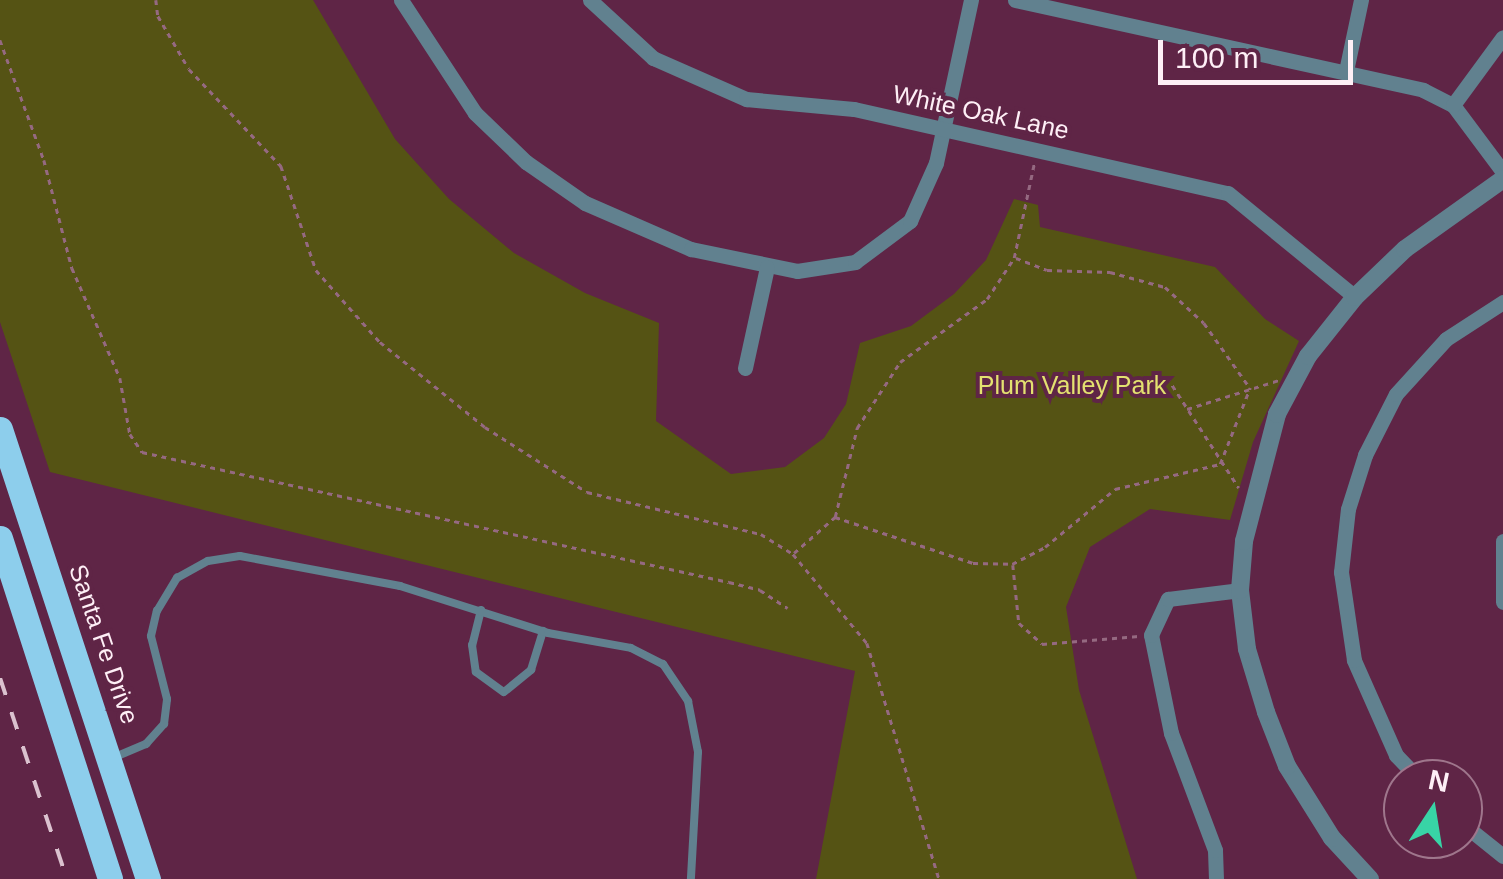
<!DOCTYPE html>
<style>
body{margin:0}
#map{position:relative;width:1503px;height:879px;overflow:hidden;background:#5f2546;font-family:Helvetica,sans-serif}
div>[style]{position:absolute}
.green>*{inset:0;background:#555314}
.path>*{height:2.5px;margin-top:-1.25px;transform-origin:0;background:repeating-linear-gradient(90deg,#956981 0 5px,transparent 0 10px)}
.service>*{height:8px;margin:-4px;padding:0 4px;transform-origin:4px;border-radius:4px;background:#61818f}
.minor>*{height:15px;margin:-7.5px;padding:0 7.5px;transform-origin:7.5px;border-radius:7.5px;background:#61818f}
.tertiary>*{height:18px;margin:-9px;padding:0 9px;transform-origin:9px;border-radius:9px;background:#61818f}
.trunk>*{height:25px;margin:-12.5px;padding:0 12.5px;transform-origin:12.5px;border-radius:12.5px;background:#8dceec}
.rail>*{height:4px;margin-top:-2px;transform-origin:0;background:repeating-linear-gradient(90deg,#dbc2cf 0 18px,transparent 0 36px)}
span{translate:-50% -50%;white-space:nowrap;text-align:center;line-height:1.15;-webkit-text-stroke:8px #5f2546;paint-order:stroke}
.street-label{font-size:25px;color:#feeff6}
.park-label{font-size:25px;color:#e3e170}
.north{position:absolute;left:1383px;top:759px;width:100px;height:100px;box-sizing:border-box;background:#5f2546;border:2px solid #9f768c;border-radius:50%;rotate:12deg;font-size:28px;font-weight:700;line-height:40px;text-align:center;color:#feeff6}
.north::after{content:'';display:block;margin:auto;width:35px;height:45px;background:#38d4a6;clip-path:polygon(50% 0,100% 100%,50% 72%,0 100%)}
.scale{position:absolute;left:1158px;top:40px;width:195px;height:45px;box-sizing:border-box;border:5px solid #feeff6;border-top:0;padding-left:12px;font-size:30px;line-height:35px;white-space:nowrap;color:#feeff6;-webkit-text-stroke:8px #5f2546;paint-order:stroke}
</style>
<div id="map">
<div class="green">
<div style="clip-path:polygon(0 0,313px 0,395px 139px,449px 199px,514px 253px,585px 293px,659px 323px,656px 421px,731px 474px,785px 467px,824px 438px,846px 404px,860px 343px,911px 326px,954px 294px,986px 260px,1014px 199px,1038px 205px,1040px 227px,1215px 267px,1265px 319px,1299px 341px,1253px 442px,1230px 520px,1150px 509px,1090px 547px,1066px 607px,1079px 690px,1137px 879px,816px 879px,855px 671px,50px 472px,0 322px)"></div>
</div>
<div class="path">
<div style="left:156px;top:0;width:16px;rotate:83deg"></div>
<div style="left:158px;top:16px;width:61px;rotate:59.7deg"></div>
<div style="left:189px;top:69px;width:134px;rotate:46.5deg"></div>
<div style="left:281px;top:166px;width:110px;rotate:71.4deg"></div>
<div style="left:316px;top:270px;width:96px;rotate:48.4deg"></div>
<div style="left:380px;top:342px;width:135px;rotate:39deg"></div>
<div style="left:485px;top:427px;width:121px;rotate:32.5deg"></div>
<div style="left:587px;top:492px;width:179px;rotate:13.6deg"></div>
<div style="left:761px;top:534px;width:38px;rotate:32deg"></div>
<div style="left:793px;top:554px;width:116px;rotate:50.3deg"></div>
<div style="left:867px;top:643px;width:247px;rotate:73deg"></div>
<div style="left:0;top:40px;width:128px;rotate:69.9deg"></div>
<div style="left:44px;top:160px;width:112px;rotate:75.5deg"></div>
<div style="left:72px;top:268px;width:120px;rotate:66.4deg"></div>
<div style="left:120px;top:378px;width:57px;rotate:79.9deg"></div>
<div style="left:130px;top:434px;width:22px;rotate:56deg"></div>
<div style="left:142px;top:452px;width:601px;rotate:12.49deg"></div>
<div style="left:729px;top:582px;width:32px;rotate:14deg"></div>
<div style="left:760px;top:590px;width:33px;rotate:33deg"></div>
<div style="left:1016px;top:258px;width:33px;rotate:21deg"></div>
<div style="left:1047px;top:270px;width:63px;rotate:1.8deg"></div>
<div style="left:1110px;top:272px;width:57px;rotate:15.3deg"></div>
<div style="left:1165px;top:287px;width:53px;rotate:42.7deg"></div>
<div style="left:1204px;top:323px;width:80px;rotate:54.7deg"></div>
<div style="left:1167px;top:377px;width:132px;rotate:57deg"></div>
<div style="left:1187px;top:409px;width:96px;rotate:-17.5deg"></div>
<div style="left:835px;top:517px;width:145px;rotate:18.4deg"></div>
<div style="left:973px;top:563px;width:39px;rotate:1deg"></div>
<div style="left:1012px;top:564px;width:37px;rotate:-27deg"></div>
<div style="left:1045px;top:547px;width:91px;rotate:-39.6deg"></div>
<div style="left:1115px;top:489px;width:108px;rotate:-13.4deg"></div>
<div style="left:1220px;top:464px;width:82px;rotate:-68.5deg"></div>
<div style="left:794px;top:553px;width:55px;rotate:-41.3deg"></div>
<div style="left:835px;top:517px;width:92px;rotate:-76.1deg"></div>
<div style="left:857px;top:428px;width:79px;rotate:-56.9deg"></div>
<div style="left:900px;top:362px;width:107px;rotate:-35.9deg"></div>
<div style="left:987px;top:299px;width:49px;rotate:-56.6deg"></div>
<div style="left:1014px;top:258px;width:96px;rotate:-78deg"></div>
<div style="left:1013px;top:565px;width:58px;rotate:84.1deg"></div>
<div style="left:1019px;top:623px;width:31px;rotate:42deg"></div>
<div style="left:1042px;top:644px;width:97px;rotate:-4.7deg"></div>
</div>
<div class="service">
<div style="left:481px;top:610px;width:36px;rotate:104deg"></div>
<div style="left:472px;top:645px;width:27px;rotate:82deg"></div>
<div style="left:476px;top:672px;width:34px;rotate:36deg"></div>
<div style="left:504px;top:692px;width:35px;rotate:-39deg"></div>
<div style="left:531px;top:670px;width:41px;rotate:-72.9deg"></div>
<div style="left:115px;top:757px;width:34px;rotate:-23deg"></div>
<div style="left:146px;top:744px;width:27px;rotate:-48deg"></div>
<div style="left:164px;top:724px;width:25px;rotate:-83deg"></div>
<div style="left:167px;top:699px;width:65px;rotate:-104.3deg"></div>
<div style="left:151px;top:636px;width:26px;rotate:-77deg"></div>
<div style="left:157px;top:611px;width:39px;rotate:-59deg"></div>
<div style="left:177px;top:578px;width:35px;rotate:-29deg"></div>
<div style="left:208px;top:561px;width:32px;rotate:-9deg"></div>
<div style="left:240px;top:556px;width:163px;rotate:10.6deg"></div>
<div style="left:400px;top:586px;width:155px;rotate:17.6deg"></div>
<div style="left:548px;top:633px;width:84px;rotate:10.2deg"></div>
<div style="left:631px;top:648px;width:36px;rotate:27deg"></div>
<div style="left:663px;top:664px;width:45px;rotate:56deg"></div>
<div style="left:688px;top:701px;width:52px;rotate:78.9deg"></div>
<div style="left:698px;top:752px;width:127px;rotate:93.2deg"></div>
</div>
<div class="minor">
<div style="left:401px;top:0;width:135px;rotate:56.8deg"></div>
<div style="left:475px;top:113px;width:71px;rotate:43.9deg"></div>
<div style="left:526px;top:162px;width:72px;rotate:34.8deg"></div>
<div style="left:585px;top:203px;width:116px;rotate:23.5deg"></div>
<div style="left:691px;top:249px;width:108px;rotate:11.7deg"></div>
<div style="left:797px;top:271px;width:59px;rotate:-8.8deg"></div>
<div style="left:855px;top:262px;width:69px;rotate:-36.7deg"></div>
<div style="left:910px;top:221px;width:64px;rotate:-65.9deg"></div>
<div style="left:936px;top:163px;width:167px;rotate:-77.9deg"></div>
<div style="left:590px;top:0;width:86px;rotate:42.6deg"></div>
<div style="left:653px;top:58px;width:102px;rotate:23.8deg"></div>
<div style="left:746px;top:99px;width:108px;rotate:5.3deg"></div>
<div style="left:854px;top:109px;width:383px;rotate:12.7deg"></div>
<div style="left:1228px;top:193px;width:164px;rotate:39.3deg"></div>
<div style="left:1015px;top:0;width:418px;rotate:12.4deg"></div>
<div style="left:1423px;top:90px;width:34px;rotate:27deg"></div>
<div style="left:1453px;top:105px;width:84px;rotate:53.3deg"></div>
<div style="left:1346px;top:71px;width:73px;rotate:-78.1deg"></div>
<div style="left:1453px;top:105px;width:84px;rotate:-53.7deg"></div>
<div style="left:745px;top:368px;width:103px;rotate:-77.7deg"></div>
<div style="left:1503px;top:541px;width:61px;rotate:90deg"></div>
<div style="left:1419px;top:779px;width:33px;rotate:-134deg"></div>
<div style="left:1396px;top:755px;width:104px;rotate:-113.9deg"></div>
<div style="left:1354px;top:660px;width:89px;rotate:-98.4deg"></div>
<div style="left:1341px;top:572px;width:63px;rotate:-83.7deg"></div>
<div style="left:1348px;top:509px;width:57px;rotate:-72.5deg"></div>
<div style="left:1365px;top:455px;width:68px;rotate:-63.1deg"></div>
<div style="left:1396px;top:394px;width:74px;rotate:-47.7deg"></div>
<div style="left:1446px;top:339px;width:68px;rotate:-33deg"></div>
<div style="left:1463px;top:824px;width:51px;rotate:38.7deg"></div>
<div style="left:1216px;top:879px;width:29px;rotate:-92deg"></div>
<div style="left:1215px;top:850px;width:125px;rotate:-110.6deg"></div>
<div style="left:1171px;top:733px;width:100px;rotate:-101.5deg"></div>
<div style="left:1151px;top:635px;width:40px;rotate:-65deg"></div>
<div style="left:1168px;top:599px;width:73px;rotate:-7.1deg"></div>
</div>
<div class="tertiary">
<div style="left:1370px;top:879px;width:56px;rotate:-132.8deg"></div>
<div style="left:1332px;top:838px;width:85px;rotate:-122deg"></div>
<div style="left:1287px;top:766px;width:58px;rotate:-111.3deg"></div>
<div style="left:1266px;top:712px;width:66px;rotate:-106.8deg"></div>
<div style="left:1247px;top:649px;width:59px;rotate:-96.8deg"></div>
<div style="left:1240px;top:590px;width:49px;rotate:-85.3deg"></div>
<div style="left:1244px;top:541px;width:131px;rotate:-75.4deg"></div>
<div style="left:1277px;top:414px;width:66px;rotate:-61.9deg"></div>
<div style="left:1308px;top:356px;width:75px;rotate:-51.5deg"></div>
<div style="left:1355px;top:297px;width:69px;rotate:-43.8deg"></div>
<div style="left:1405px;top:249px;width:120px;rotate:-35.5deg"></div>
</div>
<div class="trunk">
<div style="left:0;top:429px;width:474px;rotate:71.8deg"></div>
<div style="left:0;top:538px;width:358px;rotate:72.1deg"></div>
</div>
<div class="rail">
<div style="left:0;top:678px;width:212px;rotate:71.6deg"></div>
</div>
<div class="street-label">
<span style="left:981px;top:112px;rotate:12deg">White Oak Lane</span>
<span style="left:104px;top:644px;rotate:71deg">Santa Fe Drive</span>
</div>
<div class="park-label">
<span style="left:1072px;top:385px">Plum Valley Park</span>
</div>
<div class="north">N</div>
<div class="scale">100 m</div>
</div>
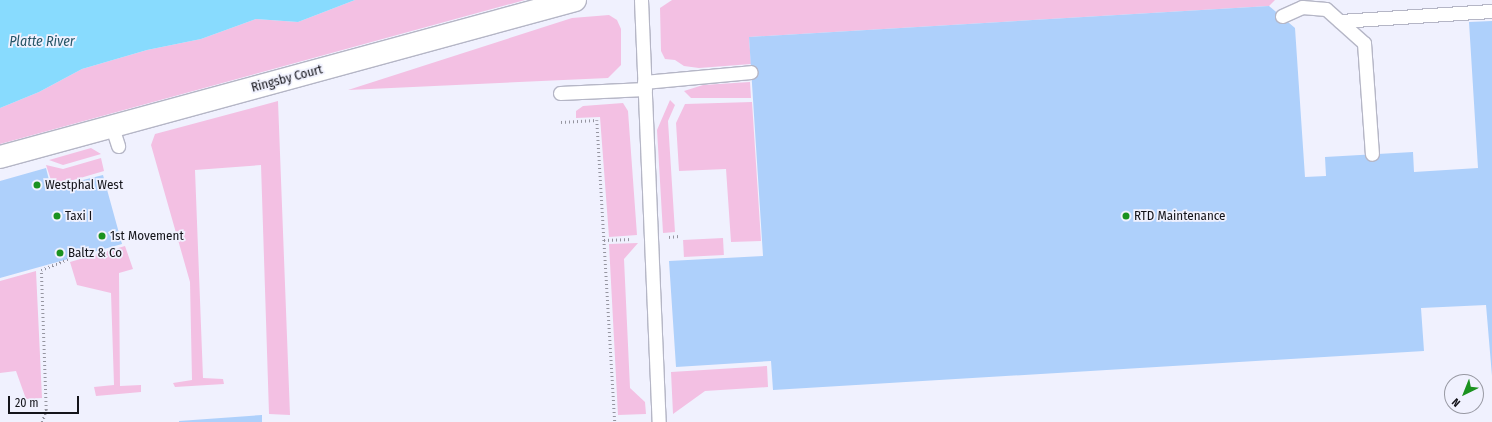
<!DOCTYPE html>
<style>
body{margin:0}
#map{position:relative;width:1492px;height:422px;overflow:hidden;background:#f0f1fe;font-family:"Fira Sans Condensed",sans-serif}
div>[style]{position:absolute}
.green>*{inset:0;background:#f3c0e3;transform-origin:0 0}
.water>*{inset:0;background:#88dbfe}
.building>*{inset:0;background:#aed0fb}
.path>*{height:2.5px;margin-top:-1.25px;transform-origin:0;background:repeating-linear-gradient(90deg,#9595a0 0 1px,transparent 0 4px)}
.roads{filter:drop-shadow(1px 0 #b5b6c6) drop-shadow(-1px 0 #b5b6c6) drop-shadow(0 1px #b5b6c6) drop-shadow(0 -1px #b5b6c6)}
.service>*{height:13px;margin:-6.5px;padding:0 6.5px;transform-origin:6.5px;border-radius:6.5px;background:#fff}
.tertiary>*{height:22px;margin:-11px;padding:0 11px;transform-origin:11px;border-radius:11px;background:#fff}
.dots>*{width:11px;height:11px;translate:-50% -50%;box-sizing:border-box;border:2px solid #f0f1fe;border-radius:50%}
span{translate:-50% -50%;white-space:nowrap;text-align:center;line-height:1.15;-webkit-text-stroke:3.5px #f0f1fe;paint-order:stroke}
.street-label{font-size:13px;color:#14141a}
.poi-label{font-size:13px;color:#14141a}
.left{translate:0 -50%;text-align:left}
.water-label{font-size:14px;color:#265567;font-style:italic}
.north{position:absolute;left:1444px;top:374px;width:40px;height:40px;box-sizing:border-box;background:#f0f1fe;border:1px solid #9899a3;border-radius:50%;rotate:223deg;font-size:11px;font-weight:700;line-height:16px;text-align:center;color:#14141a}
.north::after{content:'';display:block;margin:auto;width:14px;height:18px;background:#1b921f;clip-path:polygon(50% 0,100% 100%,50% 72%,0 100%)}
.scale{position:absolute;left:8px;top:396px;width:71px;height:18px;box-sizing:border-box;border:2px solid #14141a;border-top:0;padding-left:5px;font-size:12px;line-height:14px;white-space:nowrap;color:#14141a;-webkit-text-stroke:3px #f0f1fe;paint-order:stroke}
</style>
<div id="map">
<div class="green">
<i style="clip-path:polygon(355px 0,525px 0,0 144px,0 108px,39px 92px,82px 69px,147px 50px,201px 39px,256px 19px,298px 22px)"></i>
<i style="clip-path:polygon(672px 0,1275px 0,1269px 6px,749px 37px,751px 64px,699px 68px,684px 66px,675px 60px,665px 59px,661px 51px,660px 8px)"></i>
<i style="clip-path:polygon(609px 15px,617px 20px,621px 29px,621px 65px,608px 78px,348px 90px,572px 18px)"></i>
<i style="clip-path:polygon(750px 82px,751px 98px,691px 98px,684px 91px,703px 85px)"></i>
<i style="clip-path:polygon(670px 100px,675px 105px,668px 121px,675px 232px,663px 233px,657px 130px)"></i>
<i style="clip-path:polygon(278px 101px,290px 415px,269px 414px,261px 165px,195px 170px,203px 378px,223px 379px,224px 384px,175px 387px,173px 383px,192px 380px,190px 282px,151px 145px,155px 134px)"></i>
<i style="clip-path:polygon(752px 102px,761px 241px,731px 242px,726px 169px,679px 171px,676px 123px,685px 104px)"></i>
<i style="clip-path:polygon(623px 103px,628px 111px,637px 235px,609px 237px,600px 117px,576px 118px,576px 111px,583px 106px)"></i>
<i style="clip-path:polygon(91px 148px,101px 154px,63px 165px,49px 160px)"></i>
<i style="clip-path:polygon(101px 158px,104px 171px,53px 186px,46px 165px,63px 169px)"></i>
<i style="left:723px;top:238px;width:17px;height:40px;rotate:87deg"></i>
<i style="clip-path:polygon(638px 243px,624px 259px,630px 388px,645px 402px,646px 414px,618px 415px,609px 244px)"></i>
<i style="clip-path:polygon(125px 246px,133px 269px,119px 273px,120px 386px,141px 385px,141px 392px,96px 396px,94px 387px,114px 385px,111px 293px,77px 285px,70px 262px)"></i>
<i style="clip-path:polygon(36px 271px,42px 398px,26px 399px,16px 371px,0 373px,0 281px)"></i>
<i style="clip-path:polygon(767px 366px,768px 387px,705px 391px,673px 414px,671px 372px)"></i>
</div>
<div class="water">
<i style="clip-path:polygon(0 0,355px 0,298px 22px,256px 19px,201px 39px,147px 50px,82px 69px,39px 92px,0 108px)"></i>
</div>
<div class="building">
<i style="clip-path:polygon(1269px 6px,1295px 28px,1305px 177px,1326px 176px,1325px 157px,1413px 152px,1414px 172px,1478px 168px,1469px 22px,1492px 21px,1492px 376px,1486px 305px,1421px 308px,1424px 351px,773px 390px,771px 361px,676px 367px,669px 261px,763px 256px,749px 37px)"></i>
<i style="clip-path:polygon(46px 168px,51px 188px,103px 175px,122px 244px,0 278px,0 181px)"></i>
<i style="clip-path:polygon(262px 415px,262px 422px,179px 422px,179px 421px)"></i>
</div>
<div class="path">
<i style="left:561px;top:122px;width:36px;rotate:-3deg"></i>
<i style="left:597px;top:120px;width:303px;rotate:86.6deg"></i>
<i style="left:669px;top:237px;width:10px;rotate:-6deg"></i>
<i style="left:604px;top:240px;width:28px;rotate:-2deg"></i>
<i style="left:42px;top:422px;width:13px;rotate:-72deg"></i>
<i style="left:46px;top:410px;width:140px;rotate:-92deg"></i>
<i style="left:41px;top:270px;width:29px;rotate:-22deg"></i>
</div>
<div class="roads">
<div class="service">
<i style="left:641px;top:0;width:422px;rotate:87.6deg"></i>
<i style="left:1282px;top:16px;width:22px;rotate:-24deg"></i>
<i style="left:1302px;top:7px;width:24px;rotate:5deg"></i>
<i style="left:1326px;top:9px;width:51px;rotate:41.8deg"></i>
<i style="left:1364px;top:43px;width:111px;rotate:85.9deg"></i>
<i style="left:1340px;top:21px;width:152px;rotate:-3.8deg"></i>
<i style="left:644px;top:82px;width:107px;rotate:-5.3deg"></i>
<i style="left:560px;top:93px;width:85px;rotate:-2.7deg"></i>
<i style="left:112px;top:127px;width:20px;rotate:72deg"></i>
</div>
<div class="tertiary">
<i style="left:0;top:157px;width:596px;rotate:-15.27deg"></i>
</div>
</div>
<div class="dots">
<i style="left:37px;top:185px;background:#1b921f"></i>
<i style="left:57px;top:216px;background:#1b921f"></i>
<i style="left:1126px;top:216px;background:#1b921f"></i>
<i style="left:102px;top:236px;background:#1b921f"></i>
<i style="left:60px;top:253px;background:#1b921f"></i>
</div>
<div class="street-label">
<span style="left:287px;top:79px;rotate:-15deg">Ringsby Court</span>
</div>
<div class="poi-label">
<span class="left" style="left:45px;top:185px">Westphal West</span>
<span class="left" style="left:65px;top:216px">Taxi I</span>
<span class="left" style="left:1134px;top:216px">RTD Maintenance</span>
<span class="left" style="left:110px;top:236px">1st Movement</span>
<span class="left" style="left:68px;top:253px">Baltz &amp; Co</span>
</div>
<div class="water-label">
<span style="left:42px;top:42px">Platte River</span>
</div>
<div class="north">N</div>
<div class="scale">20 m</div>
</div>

++++++++++

The number of lines above containing the word "family" is all that should be returned.

2